Vertical action closures give more accurate pressure than the scissor action.
Fusing
time is controlled by autotimer whose cycle can be varied to suit different
requirements. It is generally 8 to 12 seconds. The operator places the garment
part faced down on the lower plate, places the interlining resin side down on
top of it, in the correct position and closes the press. This is slow and time
consuming. These presses do not cover a very large area, often not more than
one meter by half a meter. Where small parts are being used output may be
increased by laying them on a sheet of card which is then placed in the press.
Advantage
of this press is that it is used in small clothing industries, simplest version
and low cost. They also tend to reduce fabric shrinkage since the fabric is
held under pressure throughout the fusing cycle. The disadvantage is that there
is a tendency to crush fabrics.
b) Continuous fusing system – In this
system the garment with the interlining placed on it is passed through a heat
source (chamber) and pressure is applied to it.
Heat
is provided in one of the following three ways:
i.
With direct heating, the conveyor belt carries
the components to be fused into direct contact with a heated surface, either
drum or curved plates.
ii.
With indirect heating, components to be fused
are carried through a heated chamber.
iii.
With low temperature, gradual heating the
components are carried through a preheating zone. Heating is either direct or
indirect. With this approach the temperature reached at the glue-line is only
just above that required to make the resin a viscous fluid and in some cases
fusing takes place satisfactorily.
The
maintenance of the required temperature is less of a problem inside a fully
enclosed continuous operating press than that with flat bed press. On drum
presses, tension of the conveyor belt presser the component continuously
against the heated drum during the fusing process. Fusing time depends on the
speed of the conveyor belt which can be adjusted to give various DWELL times in
the heated zone.
Companies engaged in high volume
garment production generally use continuous fusing systems.
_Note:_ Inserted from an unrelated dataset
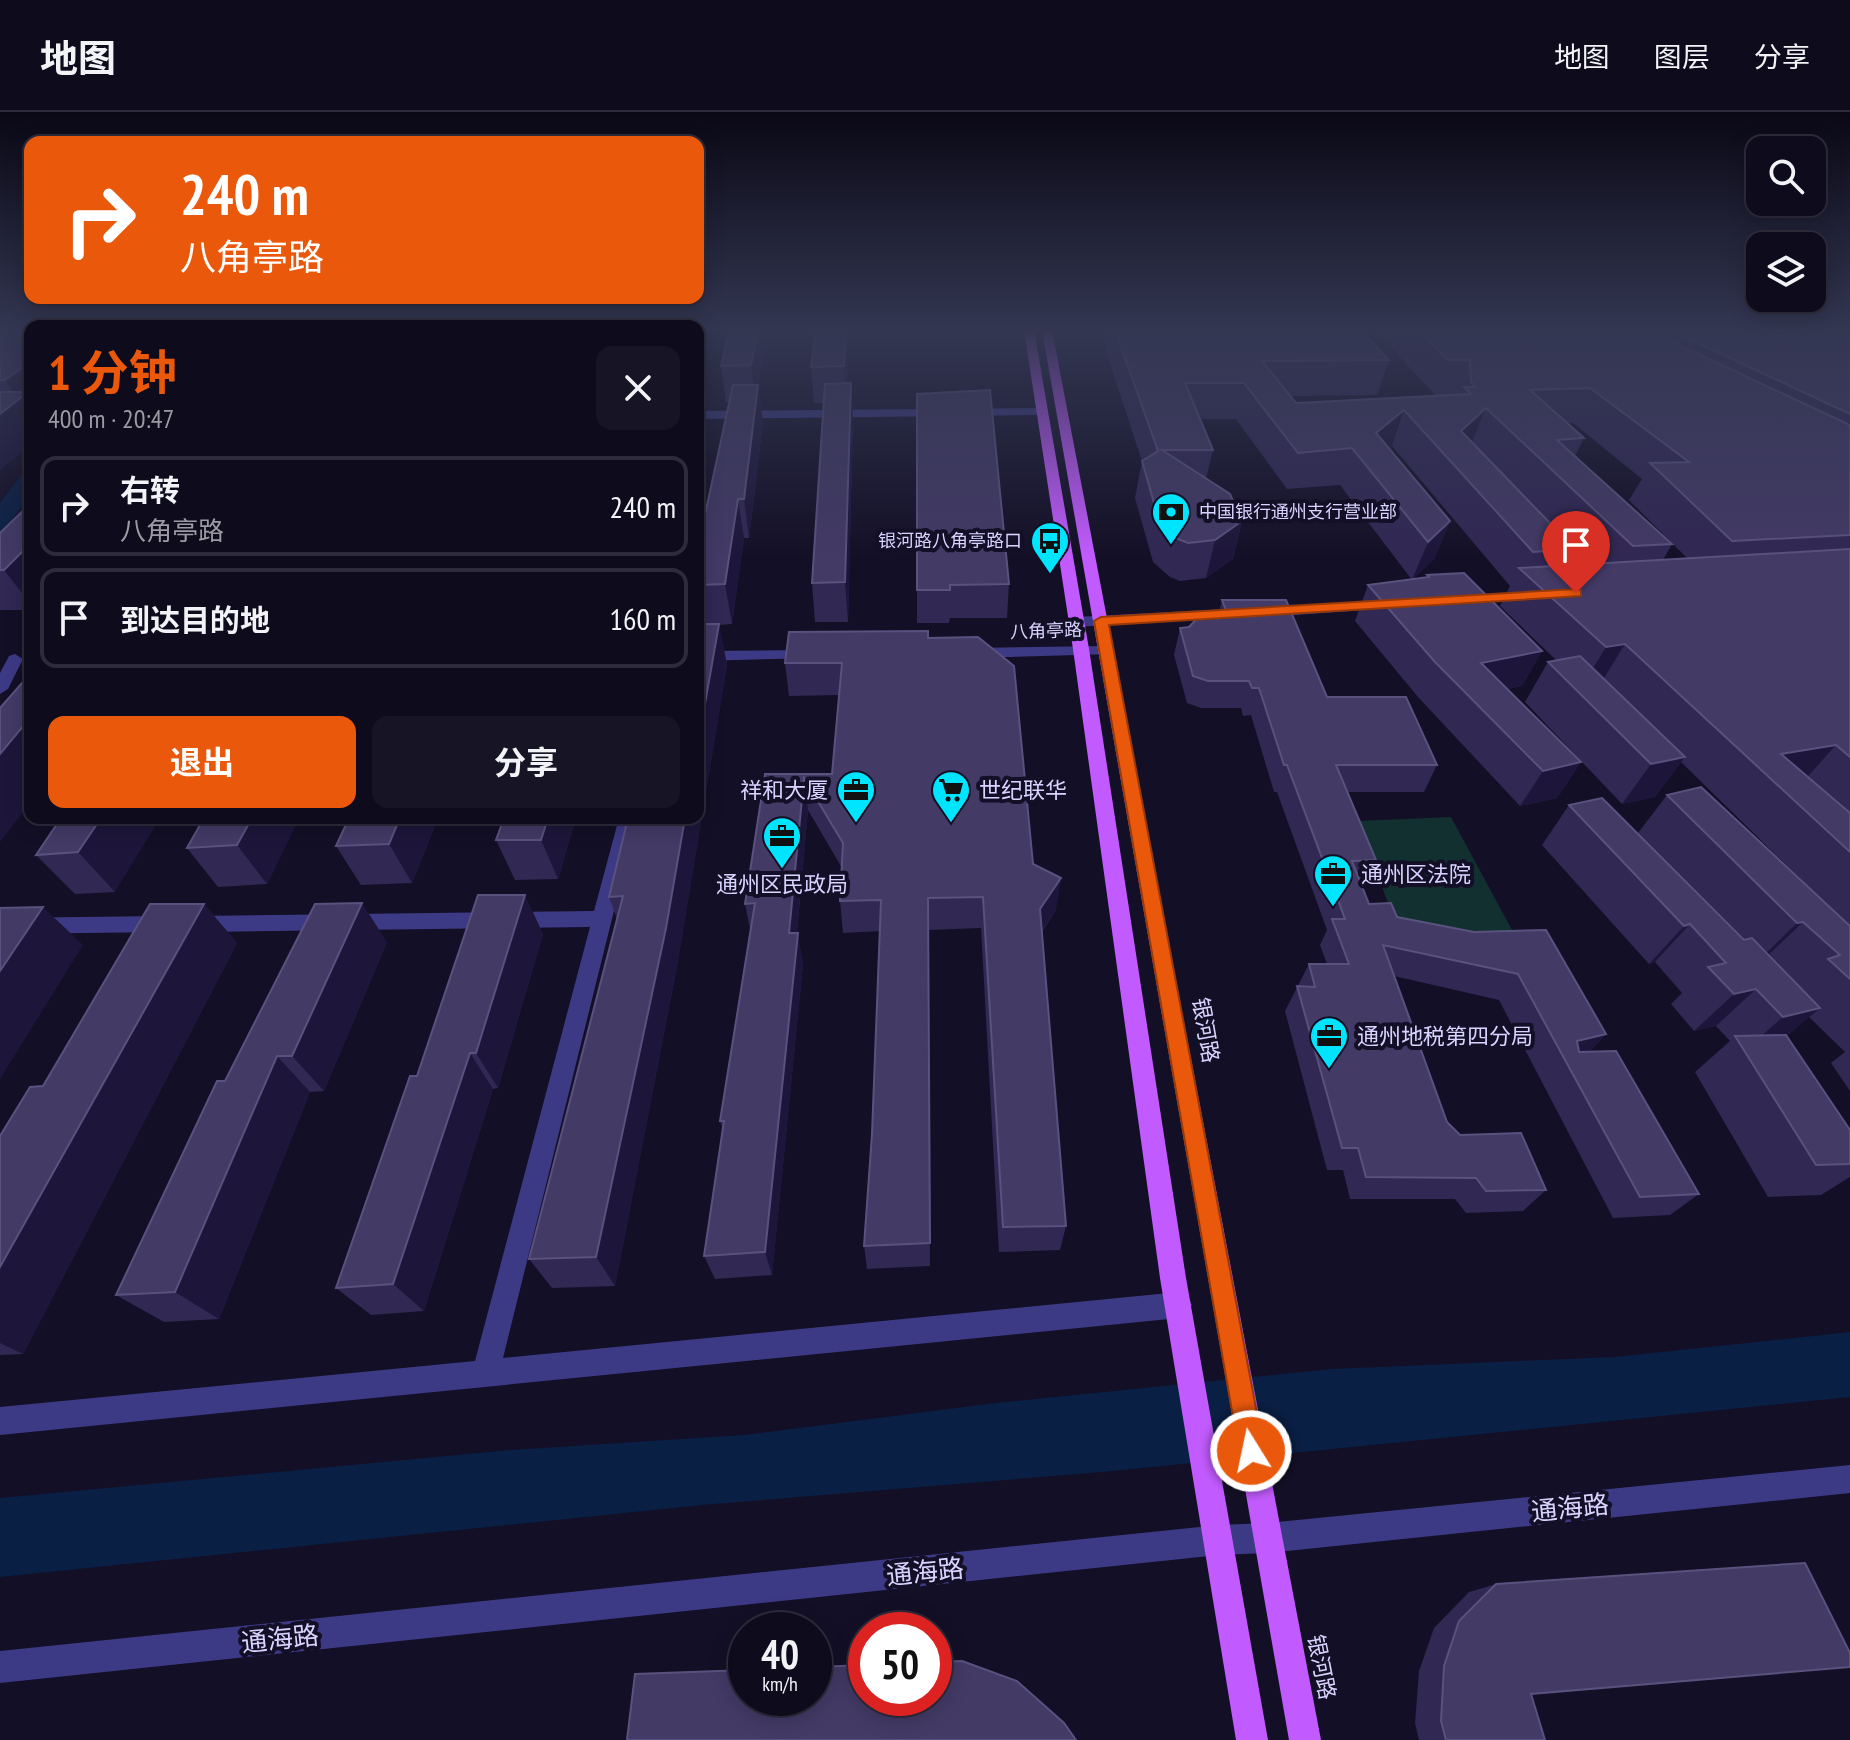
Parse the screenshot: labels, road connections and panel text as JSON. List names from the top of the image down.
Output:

c) High Frequency Fusing – In the
other fusing presses described so far heat is provided by electric heating
elements. This limits the number of thicknesses of fabric which can be fused at
once since time taken for the heat to transfer through the fabric to the resin.
If multiple layers of fabrics and interlinings could be stacked up and fused
simultaneously, productivity can be increased. Heat is generated by means of
high frequency energy, in the same way as in a microwave cooker. The platens of
the press are plates generating high frequency field and the heating affect is
uniformly distributed in length, width and full height between the platens.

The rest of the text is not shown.